The rest of Lopez’s day was quiet, apart from a phone call from Errol wondering if the plow had to be brand-new or if they could settle for one with a reconditioned engine.
“False economy,” Lopez told him.
He wasn’t sure if it was false economy. He just liked the idea of a new snowplow, even if it would be someone else’s job to drive it. But on a practical level, he knew that winter took its toll on the older folks, and the last thing he needed was an ambulance stuck in drifts because a used plow had broken down.
Lopez touched base with Lloyd when he returned to the station house. Ellie Harrison, one of the part-time cops assigned to each shift, had just arrived and was doing paperwork at the desk in the back office. She gave him a wave. He left her to it.
Lloyd came around the counter and leaned in quietly to Lopez.

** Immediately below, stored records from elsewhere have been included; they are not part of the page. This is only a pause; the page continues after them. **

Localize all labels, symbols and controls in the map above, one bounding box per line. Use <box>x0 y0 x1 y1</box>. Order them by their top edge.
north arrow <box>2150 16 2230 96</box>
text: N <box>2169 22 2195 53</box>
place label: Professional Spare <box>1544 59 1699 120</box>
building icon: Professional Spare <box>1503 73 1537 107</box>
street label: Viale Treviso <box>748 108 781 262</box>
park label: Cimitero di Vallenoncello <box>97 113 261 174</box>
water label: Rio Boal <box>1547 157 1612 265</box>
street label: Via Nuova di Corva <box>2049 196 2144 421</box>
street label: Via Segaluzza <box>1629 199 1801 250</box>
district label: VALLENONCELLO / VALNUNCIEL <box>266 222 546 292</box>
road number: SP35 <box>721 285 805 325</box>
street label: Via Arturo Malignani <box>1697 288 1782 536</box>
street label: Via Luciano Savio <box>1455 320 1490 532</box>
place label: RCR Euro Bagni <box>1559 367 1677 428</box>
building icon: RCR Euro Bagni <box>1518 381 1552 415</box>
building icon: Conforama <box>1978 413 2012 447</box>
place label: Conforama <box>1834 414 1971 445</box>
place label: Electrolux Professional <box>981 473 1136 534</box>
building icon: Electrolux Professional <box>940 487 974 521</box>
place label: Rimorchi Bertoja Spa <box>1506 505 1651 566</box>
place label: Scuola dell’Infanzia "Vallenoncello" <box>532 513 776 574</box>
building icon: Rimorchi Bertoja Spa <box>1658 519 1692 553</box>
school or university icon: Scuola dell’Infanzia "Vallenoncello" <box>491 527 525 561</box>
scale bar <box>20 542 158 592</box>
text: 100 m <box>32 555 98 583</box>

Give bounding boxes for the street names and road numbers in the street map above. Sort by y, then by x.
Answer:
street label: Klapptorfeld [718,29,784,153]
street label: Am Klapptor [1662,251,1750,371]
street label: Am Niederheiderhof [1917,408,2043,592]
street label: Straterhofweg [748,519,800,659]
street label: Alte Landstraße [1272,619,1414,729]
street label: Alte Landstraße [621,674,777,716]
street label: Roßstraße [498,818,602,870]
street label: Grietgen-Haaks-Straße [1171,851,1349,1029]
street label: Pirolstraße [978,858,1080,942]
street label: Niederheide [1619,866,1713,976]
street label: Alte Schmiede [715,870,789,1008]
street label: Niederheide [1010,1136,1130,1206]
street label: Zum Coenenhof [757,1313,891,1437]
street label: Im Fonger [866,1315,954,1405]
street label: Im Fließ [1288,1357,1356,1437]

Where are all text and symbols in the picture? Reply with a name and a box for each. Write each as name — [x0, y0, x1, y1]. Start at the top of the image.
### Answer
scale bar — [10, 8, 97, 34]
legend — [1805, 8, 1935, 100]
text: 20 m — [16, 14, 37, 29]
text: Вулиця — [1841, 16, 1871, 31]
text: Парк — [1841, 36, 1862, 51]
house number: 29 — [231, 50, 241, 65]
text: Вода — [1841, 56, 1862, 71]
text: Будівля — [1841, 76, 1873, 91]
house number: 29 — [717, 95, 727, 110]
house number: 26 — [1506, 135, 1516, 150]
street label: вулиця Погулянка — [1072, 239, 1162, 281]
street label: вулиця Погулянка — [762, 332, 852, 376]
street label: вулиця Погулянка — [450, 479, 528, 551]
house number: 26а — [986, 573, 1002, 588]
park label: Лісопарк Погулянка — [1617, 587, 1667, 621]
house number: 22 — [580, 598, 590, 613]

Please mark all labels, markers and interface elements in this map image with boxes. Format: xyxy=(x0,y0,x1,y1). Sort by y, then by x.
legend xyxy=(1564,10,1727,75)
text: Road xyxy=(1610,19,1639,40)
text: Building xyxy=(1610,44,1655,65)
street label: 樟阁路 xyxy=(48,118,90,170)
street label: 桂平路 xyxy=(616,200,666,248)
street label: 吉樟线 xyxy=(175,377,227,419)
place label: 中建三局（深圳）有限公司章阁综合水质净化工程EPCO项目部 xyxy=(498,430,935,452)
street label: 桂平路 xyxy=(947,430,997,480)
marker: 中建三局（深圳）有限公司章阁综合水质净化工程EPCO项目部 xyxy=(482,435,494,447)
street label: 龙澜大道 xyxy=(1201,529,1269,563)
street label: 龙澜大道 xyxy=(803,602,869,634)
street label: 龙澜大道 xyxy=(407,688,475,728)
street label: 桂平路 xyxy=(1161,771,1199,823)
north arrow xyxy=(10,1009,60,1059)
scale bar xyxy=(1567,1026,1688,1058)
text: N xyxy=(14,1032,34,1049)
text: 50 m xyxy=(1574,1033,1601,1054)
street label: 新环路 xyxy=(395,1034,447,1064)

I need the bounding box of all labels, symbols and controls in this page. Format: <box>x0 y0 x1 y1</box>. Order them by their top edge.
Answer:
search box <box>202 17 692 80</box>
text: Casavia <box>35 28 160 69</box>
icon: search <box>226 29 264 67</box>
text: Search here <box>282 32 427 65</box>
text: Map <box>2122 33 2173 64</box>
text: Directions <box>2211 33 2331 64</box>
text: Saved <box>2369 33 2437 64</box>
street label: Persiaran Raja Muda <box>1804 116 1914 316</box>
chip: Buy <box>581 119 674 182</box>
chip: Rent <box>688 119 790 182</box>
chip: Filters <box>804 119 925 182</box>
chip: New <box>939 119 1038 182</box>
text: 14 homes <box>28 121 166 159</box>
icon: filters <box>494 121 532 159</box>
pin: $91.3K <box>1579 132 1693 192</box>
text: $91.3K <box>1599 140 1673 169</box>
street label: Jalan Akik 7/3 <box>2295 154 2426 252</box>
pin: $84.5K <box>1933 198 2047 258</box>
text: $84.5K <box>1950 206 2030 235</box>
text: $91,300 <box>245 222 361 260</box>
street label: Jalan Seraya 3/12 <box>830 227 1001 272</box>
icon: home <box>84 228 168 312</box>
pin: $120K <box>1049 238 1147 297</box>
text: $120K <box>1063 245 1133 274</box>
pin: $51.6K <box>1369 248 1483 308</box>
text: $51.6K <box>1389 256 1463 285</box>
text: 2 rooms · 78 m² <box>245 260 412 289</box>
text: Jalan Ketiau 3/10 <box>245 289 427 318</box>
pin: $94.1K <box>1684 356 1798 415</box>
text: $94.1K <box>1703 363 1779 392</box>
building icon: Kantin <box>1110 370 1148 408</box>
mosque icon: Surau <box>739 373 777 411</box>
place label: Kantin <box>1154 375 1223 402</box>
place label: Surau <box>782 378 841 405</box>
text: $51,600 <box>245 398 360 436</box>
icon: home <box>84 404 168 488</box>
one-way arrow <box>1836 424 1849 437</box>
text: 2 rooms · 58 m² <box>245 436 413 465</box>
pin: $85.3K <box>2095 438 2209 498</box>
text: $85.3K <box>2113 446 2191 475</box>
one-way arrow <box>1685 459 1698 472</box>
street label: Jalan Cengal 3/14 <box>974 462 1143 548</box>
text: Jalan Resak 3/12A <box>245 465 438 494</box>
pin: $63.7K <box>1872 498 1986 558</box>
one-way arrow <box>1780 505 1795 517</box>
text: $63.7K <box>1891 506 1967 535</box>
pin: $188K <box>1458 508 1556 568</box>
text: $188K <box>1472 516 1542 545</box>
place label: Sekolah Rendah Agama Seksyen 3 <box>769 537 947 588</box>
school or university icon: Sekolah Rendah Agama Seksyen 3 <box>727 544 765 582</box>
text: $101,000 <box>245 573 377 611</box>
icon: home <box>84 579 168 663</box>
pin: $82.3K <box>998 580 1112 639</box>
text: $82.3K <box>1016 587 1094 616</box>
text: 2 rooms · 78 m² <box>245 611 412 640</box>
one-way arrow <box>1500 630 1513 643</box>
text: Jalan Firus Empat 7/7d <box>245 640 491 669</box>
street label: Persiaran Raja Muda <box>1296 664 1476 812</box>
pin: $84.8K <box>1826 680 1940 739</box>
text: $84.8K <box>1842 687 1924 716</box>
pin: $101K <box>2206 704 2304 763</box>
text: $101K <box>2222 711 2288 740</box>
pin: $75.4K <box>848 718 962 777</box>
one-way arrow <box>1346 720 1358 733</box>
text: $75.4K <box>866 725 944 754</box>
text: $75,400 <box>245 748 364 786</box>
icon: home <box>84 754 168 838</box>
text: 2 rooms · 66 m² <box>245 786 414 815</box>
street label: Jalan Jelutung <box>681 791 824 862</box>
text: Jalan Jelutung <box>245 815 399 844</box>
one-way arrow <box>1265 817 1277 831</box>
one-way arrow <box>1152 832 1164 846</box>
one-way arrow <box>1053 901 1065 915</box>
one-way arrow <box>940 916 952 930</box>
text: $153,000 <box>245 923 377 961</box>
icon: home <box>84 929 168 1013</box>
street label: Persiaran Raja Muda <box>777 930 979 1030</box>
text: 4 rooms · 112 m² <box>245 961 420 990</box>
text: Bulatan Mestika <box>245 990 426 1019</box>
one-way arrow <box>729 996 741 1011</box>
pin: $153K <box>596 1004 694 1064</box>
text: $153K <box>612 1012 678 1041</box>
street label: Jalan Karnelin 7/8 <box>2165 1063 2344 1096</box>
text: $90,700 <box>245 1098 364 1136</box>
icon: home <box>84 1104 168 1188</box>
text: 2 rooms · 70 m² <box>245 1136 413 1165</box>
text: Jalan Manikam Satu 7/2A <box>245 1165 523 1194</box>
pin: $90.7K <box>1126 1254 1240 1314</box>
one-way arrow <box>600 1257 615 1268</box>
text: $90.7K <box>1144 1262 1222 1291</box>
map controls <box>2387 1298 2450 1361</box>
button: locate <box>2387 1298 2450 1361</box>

“You hear about Link Frazier?” he asked.
“Yeah. How did you know?”
“I heard it from my mom. She was with Doc Bradley this afternoon.”
Lloyd looked genuinely upset. He still lived with his mom and dad, occupying two rooms over the garage at the side of the house. He was dating Penny Clay, who worked at the drugstore and, as local gossip had it, was less than the silent type in the sack. Lopez wondered what Mr. and Mrs. Hopkins did when their son took Penny back to his place, assuming that they let him bring girls back. Could be that they were lucky enough to be going deaf, but if they weren’t already, then exposure to Penny Clay in the throes of ecstasy could well be the thing to do it. Penny was an unlikely partner for Lloyd. She was kind of full-on, and sometimes seemed to be missing a filter between her brain and her mouth, but she seemed to adore Lloyd, in her way, and Lopez hoped that she might instill a little more steel into the young man.
If Lopez had a criticism of Lloyd Hopkins, it was that he sometimes seemed just too sensitive for his own good, but it meant that he had a way about him that Lopez lacked. When Renee Bertucci was attacked by her ex-husband a year or so back, and arrived at the station house all black and blue with her blouse torn and that glazed look in her eyes that told you something real bad had happened back at her place, it was Lloyd who took care of her. True, Ellie was there for the tests and the swabs, but it was Lloyd upon whom Renee seemed to lean the most. He sat on a chair outside her room at the medical center for the rest of the night, until word came that Aldo Bertucci had been picked up by the Smokeys outside of Nashua, and then drove her to her mother’s the next day. In a situation as delicate as that, there weren’t many male cops who could be relied upon to do the right thing. Lloyd Hopkins didn’t even have to think about it. It just came naturally to him.
“I think I might drive down to see him if I get a chance,” said Lloyd.
“You give him my best.”
“I will. You heading home?”
“No, I’m meeting Elaine for dinner over at Reed’s. You need me for anything, the cell will be on.”
“Big night tomorrow,” said Lloyd. “You think it will go ahead once folks hear about Link?”
Reed’s was hosting its annual pre-Christmas fundraiser the following night. Each year, Eddy Reed handed over one night’s takings from Reed’s Bar and Grill to local charities. It was a tradition that he had inherited without complaint from Link Frazier. Pretty much everyone in town tried to make it along for part of the evening at least, and most added a couple of bucks extra to the cost of their meals and drinks to boost the pot.
“I don’t know, but suppose we assume it will unless we hear otherwise,” said Lopez. “Everyone is on duty. We don’t want anyone taking it into his head that this might be a good night to rip off the bar.”
Lloyd’s comment reminded Lopez that he had not yet spoken to Eddy Reed about Link. He also wondered how Link stood regarding medical insurance. He didn’t know how well off the old man was, and if the cost of proper care was going to be a problem, then maybe some, or all, of the proceeds from the charity night at Reed’s could be used for Link’s benefit. He made a mental note to ask Greg Bradley about it when next they spoke.